Le conférencier, dans une allusion à peine voilée aux hommes de l’ombre, souligne les impératifs de sécurité et de stabilité du pays qui doivent être pris très au sérieux. Car, «le pays est dans une situation dangereuse non seulement en raison de la crise qui a touché les institutions-clés mais aussi et surtout du fait des enjeux de la mondialisation et de la menace qui pèsent sur notre pays, considérant les crises et les conflits qui secouent actuellement le Moyen-Orient, l’Irak, la Syrie et la Libye pour ne citer que ces exemples».

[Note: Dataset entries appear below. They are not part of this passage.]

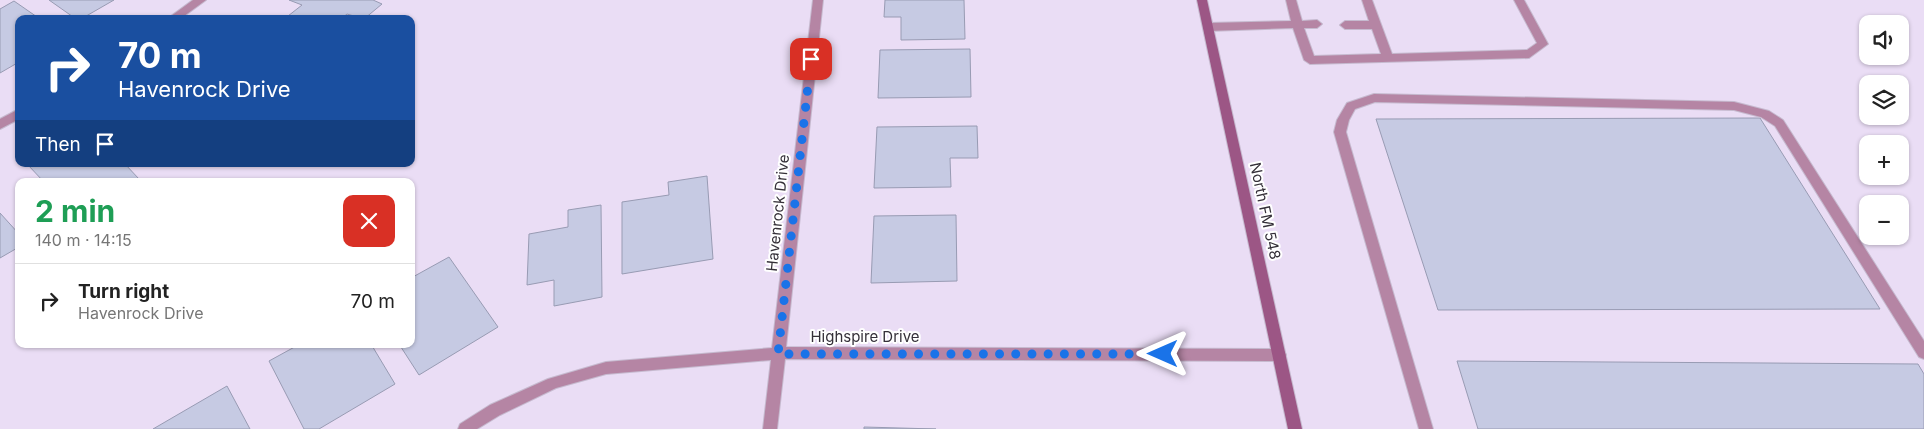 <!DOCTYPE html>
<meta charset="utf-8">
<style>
:root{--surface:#fff;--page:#f6f6f6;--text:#222;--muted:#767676;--line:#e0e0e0}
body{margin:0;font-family:Inter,sans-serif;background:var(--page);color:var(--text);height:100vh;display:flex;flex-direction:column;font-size:19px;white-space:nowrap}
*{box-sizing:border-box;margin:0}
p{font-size:16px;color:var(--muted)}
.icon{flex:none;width:28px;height:28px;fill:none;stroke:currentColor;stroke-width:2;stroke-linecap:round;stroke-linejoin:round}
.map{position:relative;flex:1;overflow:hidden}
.panel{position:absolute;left:15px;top:178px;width:400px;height:170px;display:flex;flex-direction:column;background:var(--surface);border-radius:10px;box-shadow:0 1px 4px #0004}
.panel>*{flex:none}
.guide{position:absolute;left:15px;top:15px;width:400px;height:152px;border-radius:10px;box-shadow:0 1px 4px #0004;background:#1a4fa0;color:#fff;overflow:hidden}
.fabs{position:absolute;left:1859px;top:15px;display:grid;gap:10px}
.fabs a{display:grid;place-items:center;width:50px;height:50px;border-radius:10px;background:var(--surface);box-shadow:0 1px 4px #0004;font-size:25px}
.pin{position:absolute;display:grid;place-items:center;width:42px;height:42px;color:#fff;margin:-21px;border-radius:10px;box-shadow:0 2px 8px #0006}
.me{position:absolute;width:55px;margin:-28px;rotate:270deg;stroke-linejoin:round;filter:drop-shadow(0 0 4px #0008)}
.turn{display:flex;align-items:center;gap:18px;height:105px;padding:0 20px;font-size:22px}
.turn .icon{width:65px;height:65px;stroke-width:2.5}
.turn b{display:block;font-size:35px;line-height:42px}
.then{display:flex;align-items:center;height:48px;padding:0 20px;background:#0003;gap:10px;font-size:19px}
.round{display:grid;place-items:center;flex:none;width:52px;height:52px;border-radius:10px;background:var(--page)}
.head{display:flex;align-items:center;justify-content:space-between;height:85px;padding:0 20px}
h1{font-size:30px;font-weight:700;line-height:38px;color:#1e9e55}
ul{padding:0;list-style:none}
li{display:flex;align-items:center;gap:15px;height:75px;padding:0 20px;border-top:1px solid var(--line)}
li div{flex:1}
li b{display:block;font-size:19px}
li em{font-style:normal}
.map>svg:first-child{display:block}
.building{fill:#c6cae3;stroke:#989bb3}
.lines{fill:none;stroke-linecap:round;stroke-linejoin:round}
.lane-casing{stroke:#c6bacf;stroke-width:2}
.street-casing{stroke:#c6bacf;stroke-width:2}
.secondary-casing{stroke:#c6bacf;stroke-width:2}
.lane{fill:#b585a4;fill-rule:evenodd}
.street{fill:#b585a4;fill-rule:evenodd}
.secondary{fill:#9c5685;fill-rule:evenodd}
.route{stroke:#1a73e8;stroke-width:9;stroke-dasharray:0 16.2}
.labels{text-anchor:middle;stroke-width:4;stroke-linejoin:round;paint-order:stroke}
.street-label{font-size:15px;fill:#353039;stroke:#fff}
</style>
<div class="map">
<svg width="1924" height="429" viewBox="0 0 1924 429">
<rect width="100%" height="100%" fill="#eaddf5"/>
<g class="building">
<path d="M 49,0 L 114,0 L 81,19 L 76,19 Z"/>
<path d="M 289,0 L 373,0 L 382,4 L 364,19 L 347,14 L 341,19 L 295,19 L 288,16 L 302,5 Z"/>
<path d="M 885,0 L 964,0 L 965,39 L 901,40 L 901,17 L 884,17 Z"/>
<path d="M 14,1 L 40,19 L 19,19 L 19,62 L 0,73 L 0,9 Z"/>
<path d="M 970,49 L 971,97 L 878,98 L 880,50 Z"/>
<path d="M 1760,118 L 1880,309 L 1438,310 L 1376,119 Z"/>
<path d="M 977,126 L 978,158 L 950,158 L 951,187 L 874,188 L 877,127 Z"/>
<path d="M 30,164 L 125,164 L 139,179 L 135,181 L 43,181 L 28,165 Z"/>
<path d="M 707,176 L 713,259 L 622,274 L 622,202 L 669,195 L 668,182 Z"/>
<path d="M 601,205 L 602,297 L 554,306 L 554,280 L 527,285 L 529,234 L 568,227 L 568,210 Z"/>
<path d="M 0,213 L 19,234 L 19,247 L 0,258 Z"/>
<path d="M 956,215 L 957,281 L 871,283 L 874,216 Z"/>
<path d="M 449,257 L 498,327 L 419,375 L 399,344 L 411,344 L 411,278 Z"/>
<path d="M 300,344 L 371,344 L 395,384 L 319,429 L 304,429 L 269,361 Z"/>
<path d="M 1457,361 L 1918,364 L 1924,374 L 1924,429 L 1478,429 Z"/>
<path d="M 227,386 L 250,429 L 153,429 Z"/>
<path d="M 864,427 L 936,429 L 864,429 Z"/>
</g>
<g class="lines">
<defs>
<g id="lane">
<path d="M 1286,0 L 1296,0 L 1302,21 L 1317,20 L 1322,24 L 1317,28 L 1304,28 L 1314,56 L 1381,54 L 1372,29 L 1345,29 L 1340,25 L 1345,21 L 1369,21 L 1362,0 L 1372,0 L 1392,54 L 1527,50 L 1537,43 L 1514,0 L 1524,0 L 1548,44 L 1529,58 L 1310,64 L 1304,60 L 1293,28 L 1208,31 L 1203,27 L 1208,23 L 1291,21 Z"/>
<path d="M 1374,94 L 1734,102 L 1769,111 L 1783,120 L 1924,341 L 1924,359 L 1919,357 L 1775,126 L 1761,117 L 1734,110 L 1375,102 L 1355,109 L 1349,120 L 1346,132 L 1433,429 L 1419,429 L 1334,132 L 1337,120 L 1347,103 Z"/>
</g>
<g id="street">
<path d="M 193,0 L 206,0 L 180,19 L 167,19 Z"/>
<path d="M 813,0 L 823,0 L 786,347 L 1279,349 L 1284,351 L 1286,355 L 1284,359 L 1279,361 L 785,359 L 777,429 L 763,429 L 771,360 L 606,374 L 556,388 L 500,415 L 477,429 L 458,429 L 460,424 L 490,405 L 548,379 L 606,362 L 772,348 Z"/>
<path d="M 19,109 L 19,119 L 0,129 L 0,119 Z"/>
</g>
<path id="secondary" d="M 1197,0 L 1207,0 L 1302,429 L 1288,429 Z"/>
</defs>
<use href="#lane" class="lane-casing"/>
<use href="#street" class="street-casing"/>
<use href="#secondary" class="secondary-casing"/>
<use href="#lane" class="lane"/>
<use href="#street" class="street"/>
<use href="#secondary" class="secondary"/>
</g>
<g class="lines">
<path class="route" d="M 811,59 L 778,354 L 1163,354"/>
</g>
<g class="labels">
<g class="street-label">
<text transform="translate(1265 211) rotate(78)" y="5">North FM 548</text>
<text transform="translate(778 213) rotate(-84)" y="5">Havenrock Drive</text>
<text x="865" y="342">Highspire Drive</text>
</g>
</g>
</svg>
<div class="fabs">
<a><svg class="icon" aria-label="sound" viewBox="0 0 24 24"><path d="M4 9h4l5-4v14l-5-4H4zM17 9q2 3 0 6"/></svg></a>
<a><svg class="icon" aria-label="layers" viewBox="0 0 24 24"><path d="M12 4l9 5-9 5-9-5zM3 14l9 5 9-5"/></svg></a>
<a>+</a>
<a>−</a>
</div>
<div class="pin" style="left:811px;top:59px;background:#d93025"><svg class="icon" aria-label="arrive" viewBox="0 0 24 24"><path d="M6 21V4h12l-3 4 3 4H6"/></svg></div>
<svg class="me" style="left:1163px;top:354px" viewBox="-20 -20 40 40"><path d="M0-17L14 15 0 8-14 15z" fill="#1a73e8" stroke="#fff" stroke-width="4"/></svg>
<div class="guide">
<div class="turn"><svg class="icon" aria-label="right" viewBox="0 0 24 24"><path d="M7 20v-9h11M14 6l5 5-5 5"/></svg><div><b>70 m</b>Havenrock Drive</div></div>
<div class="then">Then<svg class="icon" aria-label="arrive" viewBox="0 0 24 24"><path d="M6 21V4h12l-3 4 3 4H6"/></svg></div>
</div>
<section class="panel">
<div class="head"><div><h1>2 min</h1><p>140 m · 14:15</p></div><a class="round" style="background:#d93025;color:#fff"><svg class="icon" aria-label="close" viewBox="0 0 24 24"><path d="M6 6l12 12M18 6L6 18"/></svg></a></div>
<ul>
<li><svg class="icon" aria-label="right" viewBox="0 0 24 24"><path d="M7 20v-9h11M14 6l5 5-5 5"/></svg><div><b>Turn right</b><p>Havenrock Drive</p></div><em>70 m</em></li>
</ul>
</section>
</div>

Pour l’hôte de Annaba, l’Etat-nation doit être garant de la stabilité, de la sécurité de ses citoyens, du respect des libertés collectives et individuelles et des droits de l’homme. Clairement, seuls les Etats démocratiques et les Etats de droit peuvent garantir la stabilité. Dans le même ordre d’idées, Mouloud Hamrouche n’a pas cessé d’insister sur la nécessité de faire sortir le pays de son impasse et de le sauver ainsi du blocage. Conscient de la gravité de la situation, il met en garde contre les retombées et les conséquences d’une volonté de maintenir le pays dans cette impasse.

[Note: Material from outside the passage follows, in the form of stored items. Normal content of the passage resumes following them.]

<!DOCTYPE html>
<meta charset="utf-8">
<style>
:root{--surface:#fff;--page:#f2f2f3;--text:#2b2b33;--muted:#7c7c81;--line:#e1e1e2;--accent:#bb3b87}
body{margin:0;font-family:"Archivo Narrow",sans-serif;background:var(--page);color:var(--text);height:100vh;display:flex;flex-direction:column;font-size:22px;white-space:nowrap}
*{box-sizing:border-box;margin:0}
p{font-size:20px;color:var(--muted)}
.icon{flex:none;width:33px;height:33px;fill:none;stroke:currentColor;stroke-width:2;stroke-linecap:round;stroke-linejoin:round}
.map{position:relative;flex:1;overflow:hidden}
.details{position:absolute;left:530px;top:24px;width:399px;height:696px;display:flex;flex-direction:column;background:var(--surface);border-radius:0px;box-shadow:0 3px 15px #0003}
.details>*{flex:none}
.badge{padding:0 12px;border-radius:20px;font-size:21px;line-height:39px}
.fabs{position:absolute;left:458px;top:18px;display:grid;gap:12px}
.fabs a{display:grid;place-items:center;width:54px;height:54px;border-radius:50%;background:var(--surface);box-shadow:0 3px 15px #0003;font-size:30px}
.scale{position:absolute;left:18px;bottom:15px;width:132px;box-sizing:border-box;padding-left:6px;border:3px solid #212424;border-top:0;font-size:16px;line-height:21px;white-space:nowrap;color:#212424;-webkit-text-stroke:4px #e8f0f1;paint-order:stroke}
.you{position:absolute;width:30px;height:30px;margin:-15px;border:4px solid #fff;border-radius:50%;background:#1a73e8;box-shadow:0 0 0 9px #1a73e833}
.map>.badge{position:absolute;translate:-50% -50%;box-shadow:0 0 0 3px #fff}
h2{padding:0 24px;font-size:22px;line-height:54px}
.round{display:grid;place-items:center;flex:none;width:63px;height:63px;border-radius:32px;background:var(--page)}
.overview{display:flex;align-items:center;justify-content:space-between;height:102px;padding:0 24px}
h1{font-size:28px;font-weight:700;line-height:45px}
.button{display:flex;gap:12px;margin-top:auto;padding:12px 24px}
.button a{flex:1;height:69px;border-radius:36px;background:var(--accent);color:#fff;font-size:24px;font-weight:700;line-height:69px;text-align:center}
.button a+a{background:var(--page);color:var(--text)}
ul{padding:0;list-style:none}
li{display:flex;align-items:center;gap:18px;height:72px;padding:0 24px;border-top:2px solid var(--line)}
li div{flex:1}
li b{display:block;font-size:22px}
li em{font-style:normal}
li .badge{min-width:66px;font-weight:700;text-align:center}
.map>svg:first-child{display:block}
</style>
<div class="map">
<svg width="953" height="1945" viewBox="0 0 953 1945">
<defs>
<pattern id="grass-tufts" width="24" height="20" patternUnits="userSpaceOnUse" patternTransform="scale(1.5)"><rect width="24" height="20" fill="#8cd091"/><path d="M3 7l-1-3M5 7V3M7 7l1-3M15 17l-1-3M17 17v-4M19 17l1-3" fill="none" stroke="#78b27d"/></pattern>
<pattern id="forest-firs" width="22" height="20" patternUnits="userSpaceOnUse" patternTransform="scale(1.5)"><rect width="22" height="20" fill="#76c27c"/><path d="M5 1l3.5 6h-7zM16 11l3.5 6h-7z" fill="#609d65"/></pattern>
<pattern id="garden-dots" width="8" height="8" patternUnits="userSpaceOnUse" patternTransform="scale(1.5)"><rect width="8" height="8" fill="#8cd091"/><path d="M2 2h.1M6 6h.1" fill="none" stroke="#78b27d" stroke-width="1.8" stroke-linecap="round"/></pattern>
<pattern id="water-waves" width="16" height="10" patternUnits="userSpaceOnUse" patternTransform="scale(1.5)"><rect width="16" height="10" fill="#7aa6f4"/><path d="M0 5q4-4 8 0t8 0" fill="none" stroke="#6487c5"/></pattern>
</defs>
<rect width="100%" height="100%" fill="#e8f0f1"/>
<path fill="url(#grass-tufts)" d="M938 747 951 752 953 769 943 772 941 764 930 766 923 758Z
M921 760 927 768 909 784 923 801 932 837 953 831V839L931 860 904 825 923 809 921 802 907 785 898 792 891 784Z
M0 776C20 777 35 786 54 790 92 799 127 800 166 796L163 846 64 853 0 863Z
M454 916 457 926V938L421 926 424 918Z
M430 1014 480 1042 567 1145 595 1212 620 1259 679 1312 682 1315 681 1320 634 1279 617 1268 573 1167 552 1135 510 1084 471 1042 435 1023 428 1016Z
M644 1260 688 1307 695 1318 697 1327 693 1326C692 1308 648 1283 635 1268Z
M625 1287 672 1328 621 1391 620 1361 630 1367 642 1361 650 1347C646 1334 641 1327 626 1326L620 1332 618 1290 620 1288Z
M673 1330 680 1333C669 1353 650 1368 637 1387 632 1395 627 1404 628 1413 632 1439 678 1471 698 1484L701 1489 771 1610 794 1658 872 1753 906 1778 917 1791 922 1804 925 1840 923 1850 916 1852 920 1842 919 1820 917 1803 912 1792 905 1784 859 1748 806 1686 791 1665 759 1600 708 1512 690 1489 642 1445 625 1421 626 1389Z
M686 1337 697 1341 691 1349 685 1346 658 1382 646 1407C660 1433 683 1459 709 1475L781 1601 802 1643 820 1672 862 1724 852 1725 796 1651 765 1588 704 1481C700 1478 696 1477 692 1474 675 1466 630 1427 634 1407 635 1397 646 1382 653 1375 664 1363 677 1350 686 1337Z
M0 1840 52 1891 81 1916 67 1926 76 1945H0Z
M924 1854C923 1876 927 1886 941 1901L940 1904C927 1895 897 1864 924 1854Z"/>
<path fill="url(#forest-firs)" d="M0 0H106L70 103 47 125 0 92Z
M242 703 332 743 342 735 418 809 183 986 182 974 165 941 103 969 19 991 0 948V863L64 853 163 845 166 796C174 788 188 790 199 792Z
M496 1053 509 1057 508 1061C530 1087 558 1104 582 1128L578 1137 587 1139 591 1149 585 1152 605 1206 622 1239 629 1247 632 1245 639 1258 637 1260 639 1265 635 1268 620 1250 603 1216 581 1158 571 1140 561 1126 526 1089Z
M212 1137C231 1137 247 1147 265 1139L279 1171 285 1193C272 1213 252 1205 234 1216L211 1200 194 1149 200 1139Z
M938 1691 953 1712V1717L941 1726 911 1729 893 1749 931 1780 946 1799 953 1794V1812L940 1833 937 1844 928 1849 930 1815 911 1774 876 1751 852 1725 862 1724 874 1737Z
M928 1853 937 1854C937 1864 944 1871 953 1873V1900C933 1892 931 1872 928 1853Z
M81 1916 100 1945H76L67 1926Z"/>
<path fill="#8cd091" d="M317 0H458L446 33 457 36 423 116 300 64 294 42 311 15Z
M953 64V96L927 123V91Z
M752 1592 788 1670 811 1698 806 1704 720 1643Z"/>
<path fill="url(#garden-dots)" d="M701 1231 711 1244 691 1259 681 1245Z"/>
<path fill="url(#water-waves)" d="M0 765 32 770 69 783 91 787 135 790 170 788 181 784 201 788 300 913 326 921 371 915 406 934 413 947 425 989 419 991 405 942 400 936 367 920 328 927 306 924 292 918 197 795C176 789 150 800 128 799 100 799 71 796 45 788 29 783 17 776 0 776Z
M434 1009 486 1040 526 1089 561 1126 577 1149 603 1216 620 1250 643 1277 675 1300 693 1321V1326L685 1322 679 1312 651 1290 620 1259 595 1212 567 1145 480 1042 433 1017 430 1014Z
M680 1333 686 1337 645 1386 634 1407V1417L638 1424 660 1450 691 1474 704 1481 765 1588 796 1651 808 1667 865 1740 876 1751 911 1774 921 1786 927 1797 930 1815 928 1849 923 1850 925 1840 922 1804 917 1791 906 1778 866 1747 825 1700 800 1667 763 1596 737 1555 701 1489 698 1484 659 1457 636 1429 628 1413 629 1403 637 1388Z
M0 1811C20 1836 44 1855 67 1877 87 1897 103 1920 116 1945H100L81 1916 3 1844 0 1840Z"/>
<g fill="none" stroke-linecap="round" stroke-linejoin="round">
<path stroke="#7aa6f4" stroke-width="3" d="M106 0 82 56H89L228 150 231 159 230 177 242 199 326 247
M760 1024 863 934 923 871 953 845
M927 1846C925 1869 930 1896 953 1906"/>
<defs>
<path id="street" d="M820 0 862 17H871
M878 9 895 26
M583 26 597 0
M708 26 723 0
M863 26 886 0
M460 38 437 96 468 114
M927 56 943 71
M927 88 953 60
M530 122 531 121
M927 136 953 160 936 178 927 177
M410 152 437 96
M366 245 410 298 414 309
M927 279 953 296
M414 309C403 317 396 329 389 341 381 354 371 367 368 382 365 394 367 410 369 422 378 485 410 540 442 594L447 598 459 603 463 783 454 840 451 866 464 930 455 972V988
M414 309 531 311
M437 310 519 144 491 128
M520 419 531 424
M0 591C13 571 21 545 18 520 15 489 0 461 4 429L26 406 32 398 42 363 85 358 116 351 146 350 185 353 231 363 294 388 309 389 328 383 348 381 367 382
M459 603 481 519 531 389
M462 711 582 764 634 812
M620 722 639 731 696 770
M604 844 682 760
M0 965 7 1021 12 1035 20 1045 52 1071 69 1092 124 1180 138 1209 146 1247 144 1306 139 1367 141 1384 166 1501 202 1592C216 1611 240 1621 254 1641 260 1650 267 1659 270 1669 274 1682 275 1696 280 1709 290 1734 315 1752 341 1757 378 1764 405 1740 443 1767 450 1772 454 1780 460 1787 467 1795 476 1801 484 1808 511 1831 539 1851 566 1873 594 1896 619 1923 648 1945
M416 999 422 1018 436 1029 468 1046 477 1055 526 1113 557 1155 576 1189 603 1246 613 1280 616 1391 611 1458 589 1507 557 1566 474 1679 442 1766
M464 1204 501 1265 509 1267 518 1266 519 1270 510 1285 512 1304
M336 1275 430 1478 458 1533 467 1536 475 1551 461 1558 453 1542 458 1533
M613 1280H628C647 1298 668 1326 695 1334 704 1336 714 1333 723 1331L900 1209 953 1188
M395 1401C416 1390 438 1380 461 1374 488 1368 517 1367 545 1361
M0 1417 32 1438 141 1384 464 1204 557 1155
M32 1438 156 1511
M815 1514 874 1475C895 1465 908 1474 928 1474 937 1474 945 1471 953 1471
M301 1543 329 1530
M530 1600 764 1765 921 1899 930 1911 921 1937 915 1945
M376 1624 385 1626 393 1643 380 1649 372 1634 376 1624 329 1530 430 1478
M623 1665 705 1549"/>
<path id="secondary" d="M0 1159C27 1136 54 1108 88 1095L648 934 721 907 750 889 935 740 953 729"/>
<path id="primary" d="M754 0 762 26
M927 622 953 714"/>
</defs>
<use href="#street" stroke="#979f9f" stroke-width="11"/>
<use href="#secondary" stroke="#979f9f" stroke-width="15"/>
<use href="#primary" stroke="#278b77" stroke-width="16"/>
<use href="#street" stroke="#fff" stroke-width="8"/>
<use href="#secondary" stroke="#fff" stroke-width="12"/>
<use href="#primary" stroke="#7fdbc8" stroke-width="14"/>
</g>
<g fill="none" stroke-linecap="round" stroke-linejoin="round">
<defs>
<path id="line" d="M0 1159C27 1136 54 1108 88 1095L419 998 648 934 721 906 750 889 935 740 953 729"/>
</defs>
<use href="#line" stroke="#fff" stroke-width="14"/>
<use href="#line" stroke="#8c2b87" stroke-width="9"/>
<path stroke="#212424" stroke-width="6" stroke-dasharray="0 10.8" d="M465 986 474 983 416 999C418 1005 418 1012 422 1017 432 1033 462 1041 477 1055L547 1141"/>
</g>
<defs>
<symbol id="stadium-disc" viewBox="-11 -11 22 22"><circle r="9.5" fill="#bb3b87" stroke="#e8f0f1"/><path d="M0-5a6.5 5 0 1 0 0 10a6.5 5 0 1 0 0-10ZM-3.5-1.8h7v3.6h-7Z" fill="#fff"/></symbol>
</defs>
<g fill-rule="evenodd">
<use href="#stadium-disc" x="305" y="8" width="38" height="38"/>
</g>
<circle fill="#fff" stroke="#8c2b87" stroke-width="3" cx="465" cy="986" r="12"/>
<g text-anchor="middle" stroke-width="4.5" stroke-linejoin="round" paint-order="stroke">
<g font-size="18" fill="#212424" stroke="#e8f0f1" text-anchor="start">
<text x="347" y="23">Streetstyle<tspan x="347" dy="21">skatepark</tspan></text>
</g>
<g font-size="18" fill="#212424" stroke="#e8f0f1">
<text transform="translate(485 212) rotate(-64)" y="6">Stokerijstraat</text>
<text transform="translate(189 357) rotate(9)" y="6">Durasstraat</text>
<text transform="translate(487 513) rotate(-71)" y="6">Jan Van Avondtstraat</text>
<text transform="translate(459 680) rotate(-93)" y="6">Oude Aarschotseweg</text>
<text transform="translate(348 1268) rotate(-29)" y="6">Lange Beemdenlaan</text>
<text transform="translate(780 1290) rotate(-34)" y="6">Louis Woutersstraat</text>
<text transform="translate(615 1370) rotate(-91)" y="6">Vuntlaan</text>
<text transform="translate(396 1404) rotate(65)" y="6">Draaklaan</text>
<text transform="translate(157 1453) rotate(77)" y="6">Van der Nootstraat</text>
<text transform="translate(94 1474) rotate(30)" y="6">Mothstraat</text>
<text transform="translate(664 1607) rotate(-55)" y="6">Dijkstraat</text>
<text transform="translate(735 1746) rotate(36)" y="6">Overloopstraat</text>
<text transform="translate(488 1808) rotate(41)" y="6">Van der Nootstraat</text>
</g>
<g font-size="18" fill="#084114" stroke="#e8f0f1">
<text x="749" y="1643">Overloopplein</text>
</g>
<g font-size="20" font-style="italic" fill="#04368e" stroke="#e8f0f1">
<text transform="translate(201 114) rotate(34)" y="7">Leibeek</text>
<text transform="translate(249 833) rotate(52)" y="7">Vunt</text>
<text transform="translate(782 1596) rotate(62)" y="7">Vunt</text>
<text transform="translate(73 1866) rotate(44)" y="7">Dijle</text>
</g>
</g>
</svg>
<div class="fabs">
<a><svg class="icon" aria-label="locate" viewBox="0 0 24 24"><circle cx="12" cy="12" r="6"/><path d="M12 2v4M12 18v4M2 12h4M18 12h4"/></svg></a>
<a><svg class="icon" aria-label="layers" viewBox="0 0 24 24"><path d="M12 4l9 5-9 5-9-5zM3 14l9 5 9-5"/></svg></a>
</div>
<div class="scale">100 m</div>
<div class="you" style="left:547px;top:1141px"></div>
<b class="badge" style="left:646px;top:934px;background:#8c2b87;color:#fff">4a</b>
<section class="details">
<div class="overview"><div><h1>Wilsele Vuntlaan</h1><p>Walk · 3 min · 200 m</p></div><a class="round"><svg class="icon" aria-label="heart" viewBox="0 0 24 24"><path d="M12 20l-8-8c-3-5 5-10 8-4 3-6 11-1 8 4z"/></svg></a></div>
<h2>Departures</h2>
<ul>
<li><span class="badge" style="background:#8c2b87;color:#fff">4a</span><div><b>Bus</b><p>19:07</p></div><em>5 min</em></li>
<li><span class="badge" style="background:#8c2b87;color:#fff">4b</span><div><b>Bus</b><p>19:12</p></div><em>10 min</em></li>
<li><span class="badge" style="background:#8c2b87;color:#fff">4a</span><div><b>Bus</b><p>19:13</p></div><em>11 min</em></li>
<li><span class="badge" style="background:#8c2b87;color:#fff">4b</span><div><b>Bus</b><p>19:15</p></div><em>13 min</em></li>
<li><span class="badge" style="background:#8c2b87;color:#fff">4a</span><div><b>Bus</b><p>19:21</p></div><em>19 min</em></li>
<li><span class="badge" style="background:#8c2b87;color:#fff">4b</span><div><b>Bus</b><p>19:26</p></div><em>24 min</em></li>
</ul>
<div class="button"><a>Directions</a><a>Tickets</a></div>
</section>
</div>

«Le citoyen a besoin de vivre dans la sérénité et la confiance. Cette sérénité et cette confiance doivent également régner entre leur Etat et l’armée, d’autant plus que nous vivons dans une situation plus que menaçante. Nous devons tous œuvrer à trouver les voies et les moyens susceptibles de rapprocher le citoyen de l’Etat.» Hamrouche, qui a gardé intacte sa foi en le changement mettra en garde, encore une fois, contre le danger qui guette le pays : «Le risque est réel.»